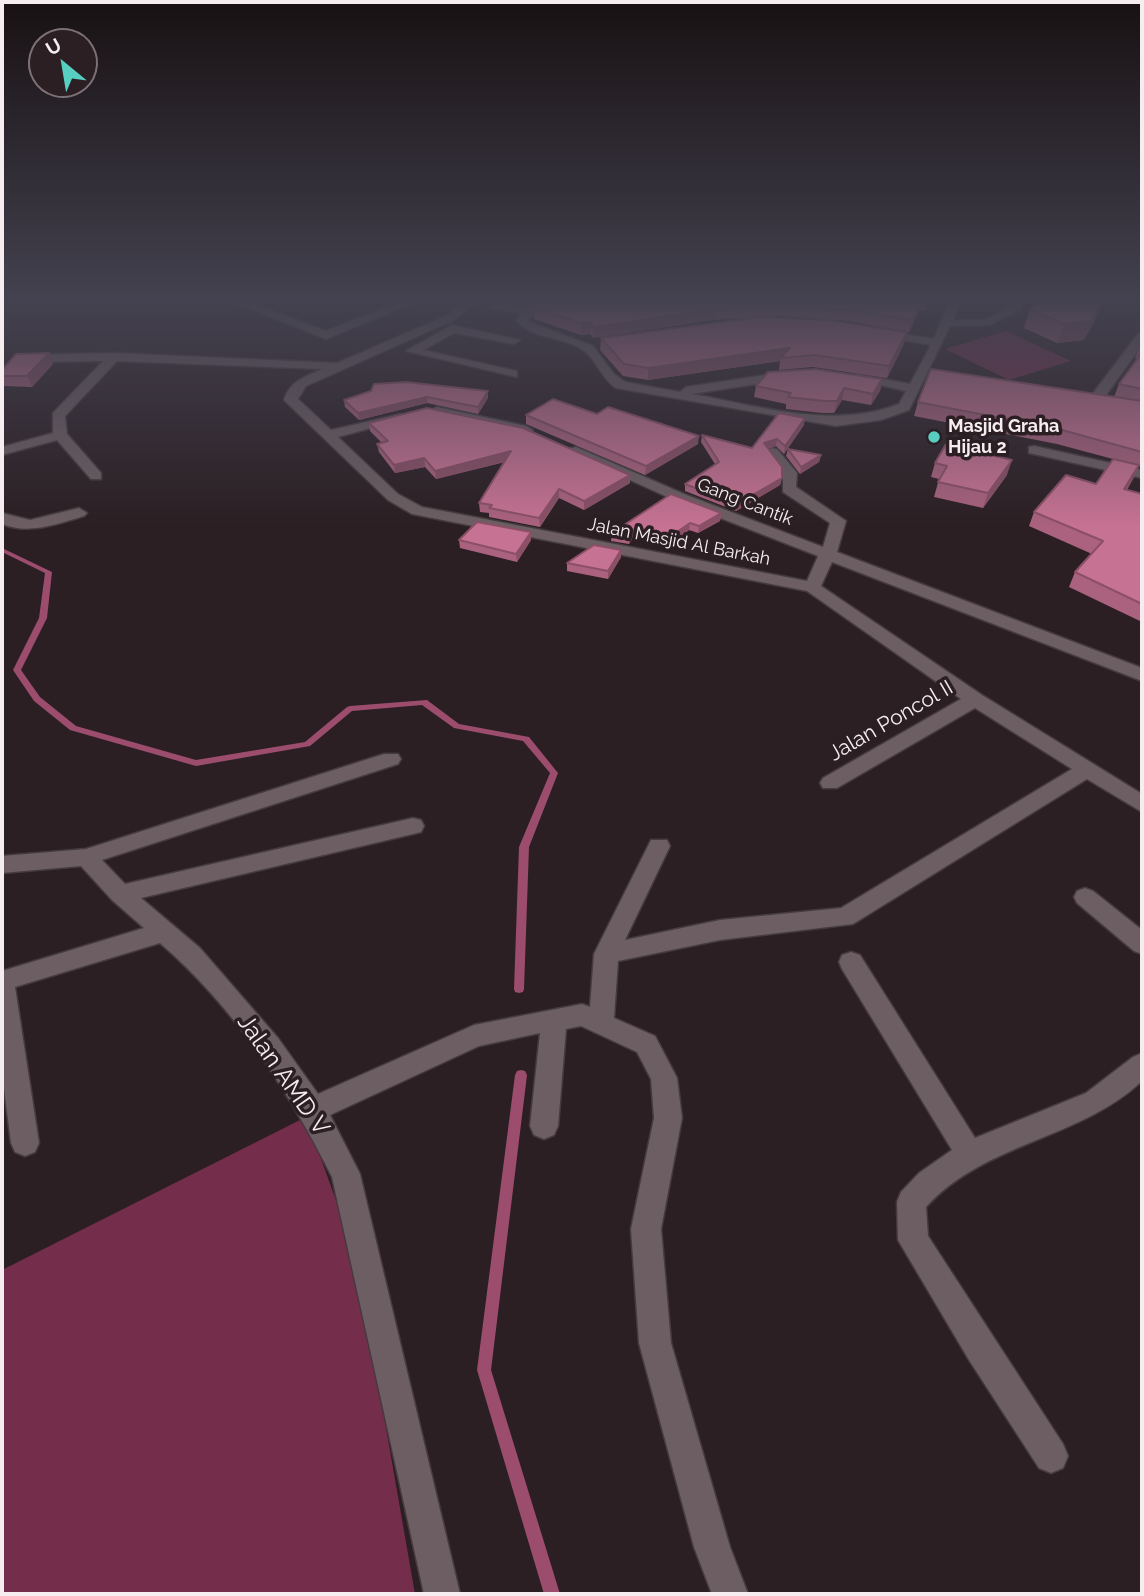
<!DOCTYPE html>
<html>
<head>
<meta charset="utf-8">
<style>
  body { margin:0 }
  #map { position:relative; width:1144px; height:1596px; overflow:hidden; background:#2b1f23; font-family:Raleway,sans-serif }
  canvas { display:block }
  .frame { position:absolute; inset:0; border:4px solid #f6edf0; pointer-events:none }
  .north { position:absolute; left:28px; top:28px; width:70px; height:70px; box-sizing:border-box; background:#2b1f23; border:2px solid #7c7175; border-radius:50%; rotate:330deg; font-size:19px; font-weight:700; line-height:28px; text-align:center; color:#f6edf0 }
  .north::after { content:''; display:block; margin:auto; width:24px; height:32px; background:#58cec0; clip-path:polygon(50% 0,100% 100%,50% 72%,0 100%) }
</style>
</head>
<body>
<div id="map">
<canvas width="1144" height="1596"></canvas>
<div class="frame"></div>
<div class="north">U</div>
</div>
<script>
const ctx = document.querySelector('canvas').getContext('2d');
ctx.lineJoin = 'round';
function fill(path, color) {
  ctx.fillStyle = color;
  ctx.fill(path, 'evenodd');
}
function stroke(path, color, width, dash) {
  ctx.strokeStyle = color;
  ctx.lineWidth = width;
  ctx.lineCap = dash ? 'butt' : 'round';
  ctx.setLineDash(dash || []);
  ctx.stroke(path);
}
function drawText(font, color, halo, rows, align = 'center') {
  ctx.font = font + ' Raleway,sans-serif';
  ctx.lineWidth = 7;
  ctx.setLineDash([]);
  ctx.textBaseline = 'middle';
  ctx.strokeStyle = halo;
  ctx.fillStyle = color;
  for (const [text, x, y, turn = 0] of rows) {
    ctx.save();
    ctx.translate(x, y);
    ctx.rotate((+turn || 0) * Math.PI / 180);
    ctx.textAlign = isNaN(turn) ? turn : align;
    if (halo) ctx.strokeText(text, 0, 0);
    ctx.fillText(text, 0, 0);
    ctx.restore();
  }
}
fill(new Path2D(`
  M1006,331L1071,361L1009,380L945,349Z
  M306,1117L356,1256L415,1594H2V1270Z`), '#752d4c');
fill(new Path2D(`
  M2,548L52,572L47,618L21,670L40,697L76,726L196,760L305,742L347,707L350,706L427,700L459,724L529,737L558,773L529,847L524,989L523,992L519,993L515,992L514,989L519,847L550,773L523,741L454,728L422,705L352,711L310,746L196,766L70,730L34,701L13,670L39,618L45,573L2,552Z
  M521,1070L525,1071L527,1075L491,1370L560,1594H544L477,1370L515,1075L517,1071Z`), '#9c4d6d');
const minor = new Path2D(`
  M236,303H252L326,331L397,303H413L326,339Z
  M462,303H475L454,320L306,386L298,399L331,430L401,414V420L338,437L398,494L422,507L807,581L818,556L674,500L564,450L576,447L684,494L823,547L830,523L783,492V473L765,452L772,448L777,449L797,473L796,487L846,521L837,552L1142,668V681L832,562L821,586L982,695L1142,794V812L1087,779L853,924L720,940L618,961L614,1018L655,1036L677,1078L682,1118L661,1229L671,1343L730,1547L748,1594H712L694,1547L639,1343L631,1229L654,1118L651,1079L637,1052L581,1026L566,1029L558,1126L554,1135L544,1139L534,1135L530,1126L540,1033L479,1046L330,1115L360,1174L460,1594H424L332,1177C289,1091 233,1006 160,943L15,987L39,1143L35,1152L25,1156L15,1152L11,1143L2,1073V971L144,928L112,900L81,866L2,873V856L86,849L384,754H398L401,759L398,764L102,860L125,884L413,818L421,820L424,826L421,832L413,834L141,898L200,948L278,1038L318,1094L474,1025L582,1004L590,1007L594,954L651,840H667L670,846L625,940L720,920L841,908L1072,769L975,708L837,788H823L820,783L823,778L961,699L807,591L412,514L388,500L284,400C290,381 305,377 322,369L117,361L65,416L67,434L101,473V479H91L57,440L2,455V447L53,433V413L103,361L21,362L17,361V355L114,353L337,363L446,316Z
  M537,303H551L528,320L532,323L593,346L614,374L625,382L680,392L686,387L792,371L796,372V378L692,394C760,406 832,430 899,404L906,391L850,378L856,374L910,384L931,345L873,335V329L934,339L948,303H960L953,320H984L1009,307V303H1021V309L990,325L950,326L909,410L881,420L836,426L616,388C601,378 597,360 583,350C562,335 534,341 516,320L522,313L489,307C502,298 522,311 537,303Z
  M452,325L520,340L514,344L454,333L423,350L517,371V377L406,351Z
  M1142,333V345L1101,402H1091V396L1138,334Z
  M437,407L526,426L533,430L526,434L432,414L430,411Z
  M1034,446L1142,470V478L1029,453V447Z
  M79,508L87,513L84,516C57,524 29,535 2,524V513L30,520Z
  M1085,888L1093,891L1142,930V954L1134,951L1077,903L1074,897L1077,891Z
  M851,952L860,955L975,1138L1086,1093L1133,1057L1142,1053V1081C1079,1140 985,1142 926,1207L928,1236L1063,1444L1068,1456L1063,1468L1051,1473L1039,1468L969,1360L898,1240L897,1202L901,1192L919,1173L952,1150L842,969L839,962L842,955Z`);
stroke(minor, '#453b3e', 3);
fill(minor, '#6c5e62');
fill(new Path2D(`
  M539,303H928L926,311L919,310L909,332L848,321L780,316L766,317L904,344L887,378L813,367L779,370L780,361L648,380L623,376L600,350L601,338L748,318L715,320L593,338L590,334L581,335L534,319V307Z
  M1039,303H1102L1097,316L1084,340L1057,343L1024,328L1030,309Z
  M1142,342V465L1141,467L1139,466L1133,479L1127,490L1142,494V622L1069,587L1075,572L1092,554L1029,526L1034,512L1096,484L1113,459L1057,444L914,416L918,402L1114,397L1119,384L1137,359L1135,358Z
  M53,364L32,387L2,386V370Z
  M882,379L880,391L871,405L842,400L834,413H822L786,409V404L754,397L756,386Z
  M371,391L488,398L478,414L427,403L359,420L345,407L344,400Z
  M597,414L698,444L645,475L526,424V415Z
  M369,423L630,475V483L584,510L559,498L540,527L489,517V513L480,512L479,503L505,462L436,479L425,467L395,473L379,452L377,444L382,443L370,431Z
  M804,425L784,454L776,446L768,449L782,478L780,485L736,511L685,491V484L715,464L701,442L702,435L752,448Z
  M788,449L821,455L819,462L800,474L786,456Z
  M935,463L1007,475L983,508L934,497L939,479L931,477Z
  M671,494L721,513L720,521L698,533L689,530L665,548L634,535L629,544L611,541L612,533Z
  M531,532V540L517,562L460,548L459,540Z
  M621,557L608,579L567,571V563Z`), '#aa627e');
fill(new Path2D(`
  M920,303H921L919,310L909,332L912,320Z
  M1101,303H1102L1097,316L1084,340L1057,343L1064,324Z
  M716,309L715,320L593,338V327Z
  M591,322L590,334L581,335V323Z
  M907,332L904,344L887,378L889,366Z
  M790,348L781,358L780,361L648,380V368Z
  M49,353L53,364L32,387L27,376Z
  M882,379L880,391L871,405L873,394Z
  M844,388L842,400L834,413L837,401Z
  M488,391V398L478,414V407Z
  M427,397V403L359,420L358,413Z
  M805,418L804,425L784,454L785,446Z
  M699,436L698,444L645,475L646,466Z
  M777,439L776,446L763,450L764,443Z
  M511,451V460L436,479L435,471Z
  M821,455L819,462L800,474L801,467Z
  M424,458L425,467L395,473L394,465Z
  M1012,460L1007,475L983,508L988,493Z
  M1139,465L1133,479L1118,503L1124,489Z
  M630,475V483L584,510V501Z
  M782,478L780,485L736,511L737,504Z
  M559,489V498L540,527L539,518Z
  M721,513L720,521L698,533L699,526Z
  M690,523L689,530L665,548V540Z
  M635,528L634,535L629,544V537Z
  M531,532V540L517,562L516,554Z
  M621,550V557L608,579V571Z`), '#8b5066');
const building = new Path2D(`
  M539,303H920L912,320L850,310L781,305L716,309L593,327L591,322L581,323L534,307Z
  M1039,303H1101L1091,321L1064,324L1030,309Z
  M759,317L828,320L907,332L889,366L815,355L781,358L790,348L648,368L624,364L601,338Z
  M1142,352V389L1119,384Z
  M49,353L27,376H2V370L16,354Z
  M815,369L882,379L873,394L844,388L837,401H824L788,397L791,393L756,386L768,372Z
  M931,369L1142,401V452L1062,430L918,402Z
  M406,382L488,391L478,407L427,397L358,413L344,400L371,391L374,384Z
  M553,399L597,414L608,407L699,436L646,466L526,415Z
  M427,408L523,428L630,475L584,501L559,489L539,518L489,508L492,505L479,503L511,451L435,471L424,458L394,465L377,444L388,441L369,423Z
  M779,413L805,418L785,446L777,439L764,443L782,467V478L737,504L685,484L719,462L702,435L752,448Z
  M946,444L1012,460L988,493L938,482L947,466L935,463Z
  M788,449L821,455L801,467Z
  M1113,459L1139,465L1124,489L1142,494V604L1075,572L1103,541L1034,512L1066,475L1096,484Z
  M671,494L721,513L699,526L690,523L665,540L635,528L629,537L612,533Z
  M477,522L531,532L516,554L459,540Z
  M594,545L621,550L608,571L567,563Z`);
fill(building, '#c67292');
stroke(building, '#8b5066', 2);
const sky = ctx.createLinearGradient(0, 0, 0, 527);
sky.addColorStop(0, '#181113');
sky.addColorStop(0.57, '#444250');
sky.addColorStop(1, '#44425000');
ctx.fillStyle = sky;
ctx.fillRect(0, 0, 1144, 527);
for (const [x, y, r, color] of [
  [934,437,7,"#58cec0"]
]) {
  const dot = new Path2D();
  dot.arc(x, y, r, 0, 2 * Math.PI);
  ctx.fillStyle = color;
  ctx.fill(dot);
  stroke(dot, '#2b1f23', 2.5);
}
drawText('bold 18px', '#f6edf0', '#2b1f23', [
  ["Masjid Graha",948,427],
  ["Hijau 2",948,448]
], 'left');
drawText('18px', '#f6edf0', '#2b1f23', [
  ["Gang Cantik",745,502,21],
  ["Jalan Masjid Al Barkah",679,542,11]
]);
drawText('21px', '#f6edf0', '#2b1f23', [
  ["Jalan Poncol II",891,721,-30]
]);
drawText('24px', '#f6edf0', '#2b1f23', [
  ["Jalan AMD V",283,1075,55]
]);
</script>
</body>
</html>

----

What to work on :: Give only the lines from the one holding "ctx.fill(path, 'evenodd');" through the one holding "M1006,331L1071,361L1009,380L945,349Z", each restated exactly as it appears above.

Solved exercise ::
  ctx.fill(path, 'evenodd');
}
function stroke(path, color, width, dash) {
  ctx.strokeStyle = color;
  ctx.lineWidth = width;
  ctx.lineCap = dash ? 'butt' : 'round';
  ctx.setLineDash(dash || []);
  ctx.stroke(path);
}
function drawText(font, color, halo, rows, align = 'center') {
  ctx.font = font + ' Raleway,sans-serif';
  ctx.lineWidth = 7;
  ctx.setLineDash([]);
  ctx.textBaseline = 'middle';
  ctx.strokeStyle = halo;
  ctx.fillStyle = color;
  for (const [text, x, y, turn = 0] of rows) {
    ctx.save();
    ctx.translate(x, y);
    ctx.rotate((+turn || 0) * Math.PI / 180);
    ctx.textAlign = isNaN(turn) ? turn : align;
    if (halo) ctx.strokeText(text, 0, 0);
    ctx.fillText(text, 0, 0);
    ctx.restore();
  }
}
fill(new Path2D(`
  M1006,331L1071,361L1009,380L945,349Z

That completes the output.